-- Opening Marker --

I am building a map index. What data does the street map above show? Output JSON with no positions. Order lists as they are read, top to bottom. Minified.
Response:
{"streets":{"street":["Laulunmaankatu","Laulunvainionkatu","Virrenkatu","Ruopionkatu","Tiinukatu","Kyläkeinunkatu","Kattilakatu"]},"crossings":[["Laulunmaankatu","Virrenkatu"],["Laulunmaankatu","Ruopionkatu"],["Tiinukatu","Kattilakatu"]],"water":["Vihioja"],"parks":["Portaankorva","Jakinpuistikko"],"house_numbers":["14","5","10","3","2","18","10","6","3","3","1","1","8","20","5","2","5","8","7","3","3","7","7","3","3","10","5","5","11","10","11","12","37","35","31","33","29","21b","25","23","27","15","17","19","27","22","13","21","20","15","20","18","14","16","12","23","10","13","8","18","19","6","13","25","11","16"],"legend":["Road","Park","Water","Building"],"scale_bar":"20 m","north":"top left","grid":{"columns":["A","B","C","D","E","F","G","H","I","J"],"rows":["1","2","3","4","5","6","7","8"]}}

-- Closing Marker --

WORK ORDER: The full listing above is to be retyped exactly.

YOUR SOLUTION:
I am building a map index. What data does the street map above show? Output JSON with no positions. Order lists as they are read, top to bottom. Minified.
Response:
{"streets":{"street":["Laulunmaankatu","Laulunvainionkatu","Virrenkatu","Ruopionkatu","Tiinukatu","Kyläkeinunkatu","Kattilakatu"]},"crossings":[["Laulunmaankatu","Virrenkatu"],["Laulunmaankatu","Ruopionkatu"],["Tiinukatu","Kattilakatu"]],"water":["Vihioja"],"parks":["Portaankorva","Jakinpuistikko"],"house_numbers":["14","5","10","3","2","18","10","6","3","3","1","1","8","20","5","2","5","8","7","3","3","7","7","3","3","10","5","5","11","10","11","12","37","35","31","33","29","21b","25","23","27","15","17","19","27","22","13","21","20","15","20","18","14","16","12","23","10","13","8","18","19","6","13","25","11","16"],"legend":["Road","Park","Water","Building"],"scale_bar":"20 m","north":"top left","grid":{"columns":["A","B","C","D","E","F","G","H","I","J"],"rows":["1","2","3","4","5","6","7","8"]}}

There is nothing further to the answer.